Law and Order in a Weak State: Crime and Politics in Papua New Guinea


Law and Order in a Weak State: Crime and Politics in Papua New Guinea, by Sinclair Dinnen. Pacific Islands Monograph Series 17. Honolulu: University of Hawai'i Press, 2001. ISBN 0-8248-2280-3; xvi + 248 pages, maps, tables, photos, notes, bibliography, index. US$40.

Currently a research fellow in the Department of Political and Social Change at the Research School of Pacific and Asian Studies of the Australian National University, Sinclair Dinnen is a former head of the Crime Studies Division of the National Research Institute of Papua New Guinea and lecturer in law at the University of Papua New Guinea. In those capacities he spent much of the 1990 s at close quarters to Papua New Guinea's much publicized "law and order" problem, engaged with the chronic remedial efforts of the state and with the opportunity to directly observe the problem at the grassroots level through his own fieldwork.

He has drawn on these experiences in this book, which is an ambitious attempt to move beyond the spectrum of analytic approaches, ranging from orthodox criminology to political economy models, which have previously dominated academic literature on Papua New Guinea's "law and order" problem. After a general introduction, a handy historical overview traces colonial and postcolonial attitudes to "law and order" as well as sketching relevant aspects of Melanesian social organization and the politics of exchange usually characterized by the term "gift economy." A central theme of the author's argument is set up in this chapter: not only has the imposition of state on a previously stateless society been a failure in terms of the ideals of modernization (the replacement of "traditional" undifferentiated social institutions with differentiable institutions typifying western capitalist societies) but the "state" cannot be analytically isolated from the "society" on which it attempts to impose order.

Following this chapter a short discussion explains and argues for the three analytic perspectives adopted, mostly on the ground that concentration on one perspective risks losing insights gained by the use of others. Dinnen proposes a synthetic approach in which the economic contexts of group and individual behavior are examined from the broadly "materialist" perspective; the "social foundations of human behavior" (40)--particularly in the context of transition from pre-state, pre-capitalist social forms--are examined from the "culturalist" perspective; and the role of the institutions of state and civil society in relation to crime and disorder are examined from the "institutional" perspective. In regard to the "culturalist" [End Page 261] perspective, what the author discusses under this heading is arguably not "cultural" according to the various interpretations contemporary anthropologists accord to that vexed concept, but "social."

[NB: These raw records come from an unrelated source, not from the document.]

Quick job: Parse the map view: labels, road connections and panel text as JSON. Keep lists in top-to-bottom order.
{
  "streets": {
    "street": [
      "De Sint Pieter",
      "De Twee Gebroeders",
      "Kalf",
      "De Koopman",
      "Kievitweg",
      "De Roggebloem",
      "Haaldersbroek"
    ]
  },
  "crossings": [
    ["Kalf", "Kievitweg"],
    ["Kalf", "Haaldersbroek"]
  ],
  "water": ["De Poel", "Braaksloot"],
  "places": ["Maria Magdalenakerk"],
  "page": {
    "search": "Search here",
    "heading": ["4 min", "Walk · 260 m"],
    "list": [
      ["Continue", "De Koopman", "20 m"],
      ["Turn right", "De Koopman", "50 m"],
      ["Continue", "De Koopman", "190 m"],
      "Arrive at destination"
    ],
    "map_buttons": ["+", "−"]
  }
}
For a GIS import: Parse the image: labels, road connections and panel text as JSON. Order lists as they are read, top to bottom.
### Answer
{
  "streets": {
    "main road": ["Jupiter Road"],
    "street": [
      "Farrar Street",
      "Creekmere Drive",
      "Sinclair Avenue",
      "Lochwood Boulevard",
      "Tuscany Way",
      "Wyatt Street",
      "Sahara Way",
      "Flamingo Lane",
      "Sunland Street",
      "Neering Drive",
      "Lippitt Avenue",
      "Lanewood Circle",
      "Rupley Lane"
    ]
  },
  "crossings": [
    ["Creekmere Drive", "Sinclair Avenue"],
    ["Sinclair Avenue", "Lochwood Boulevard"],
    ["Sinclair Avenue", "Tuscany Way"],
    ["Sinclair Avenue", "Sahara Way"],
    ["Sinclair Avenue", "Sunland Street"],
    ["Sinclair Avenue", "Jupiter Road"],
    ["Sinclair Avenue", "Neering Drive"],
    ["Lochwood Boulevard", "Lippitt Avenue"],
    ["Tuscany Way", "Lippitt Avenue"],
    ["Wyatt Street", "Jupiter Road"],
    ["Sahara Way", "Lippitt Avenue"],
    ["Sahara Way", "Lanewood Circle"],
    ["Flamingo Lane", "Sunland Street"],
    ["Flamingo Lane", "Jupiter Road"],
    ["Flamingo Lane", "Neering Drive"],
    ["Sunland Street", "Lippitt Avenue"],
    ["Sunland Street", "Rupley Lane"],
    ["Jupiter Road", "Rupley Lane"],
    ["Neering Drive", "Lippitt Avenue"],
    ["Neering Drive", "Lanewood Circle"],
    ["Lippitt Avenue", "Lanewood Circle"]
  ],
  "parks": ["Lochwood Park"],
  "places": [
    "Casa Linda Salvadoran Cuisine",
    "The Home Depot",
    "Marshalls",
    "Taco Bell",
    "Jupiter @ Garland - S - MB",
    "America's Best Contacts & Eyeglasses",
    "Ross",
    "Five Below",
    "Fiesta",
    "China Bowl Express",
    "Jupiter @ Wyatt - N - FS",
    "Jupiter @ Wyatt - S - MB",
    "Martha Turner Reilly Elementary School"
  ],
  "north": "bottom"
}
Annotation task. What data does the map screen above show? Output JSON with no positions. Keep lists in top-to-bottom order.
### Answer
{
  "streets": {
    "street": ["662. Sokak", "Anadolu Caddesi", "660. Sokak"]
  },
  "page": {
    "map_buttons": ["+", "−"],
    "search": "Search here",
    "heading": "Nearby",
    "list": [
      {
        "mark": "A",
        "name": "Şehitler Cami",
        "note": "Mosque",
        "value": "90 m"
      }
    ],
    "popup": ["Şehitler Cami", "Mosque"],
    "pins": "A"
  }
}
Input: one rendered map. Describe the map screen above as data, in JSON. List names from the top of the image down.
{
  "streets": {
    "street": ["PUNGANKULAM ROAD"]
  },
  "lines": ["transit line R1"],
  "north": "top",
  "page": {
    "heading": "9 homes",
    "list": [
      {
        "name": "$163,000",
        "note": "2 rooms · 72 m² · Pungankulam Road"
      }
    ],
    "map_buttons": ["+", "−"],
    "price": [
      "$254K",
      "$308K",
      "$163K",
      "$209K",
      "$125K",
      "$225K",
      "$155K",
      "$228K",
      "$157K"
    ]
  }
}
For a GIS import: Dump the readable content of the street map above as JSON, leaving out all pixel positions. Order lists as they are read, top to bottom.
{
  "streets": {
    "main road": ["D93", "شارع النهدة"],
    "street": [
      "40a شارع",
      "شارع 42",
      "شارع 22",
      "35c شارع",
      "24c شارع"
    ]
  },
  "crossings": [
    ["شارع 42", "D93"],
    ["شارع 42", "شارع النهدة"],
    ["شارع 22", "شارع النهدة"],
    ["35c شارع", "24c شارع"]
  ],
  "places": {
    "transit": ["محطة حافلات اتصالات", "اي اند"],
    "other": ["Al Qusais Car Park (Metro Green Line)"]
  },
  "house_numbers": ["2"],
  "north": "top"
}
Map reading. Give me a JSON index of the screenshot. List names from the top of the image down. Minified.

Three subsequent chapters each contain a case study followed by a discussion applying each of the three previously named perspectives in turn and short conclusions. The first case deals with urban crime, or raskolism (derived from the Pidgin raskol, for street criminal). After a brief account of the rise of raskolism the focus of the chapter is a narrative of a ritual surrender by youths representing themselves as raskols who wish to reform. Raskol surrenders have become a frequent strategy since the 1980 s as a way of leaving crime, and the author personally monitored the fortunes of a youth who organized a surrender by himself and his peers, and an attempted foray into small business, with the aid of sympathetic officials and youth workers who brokered the surrender. This is the most fascinating of the three case studies, probably because of the author's direct fieldwork experience and consequent ability to bring the people involved to life in the text.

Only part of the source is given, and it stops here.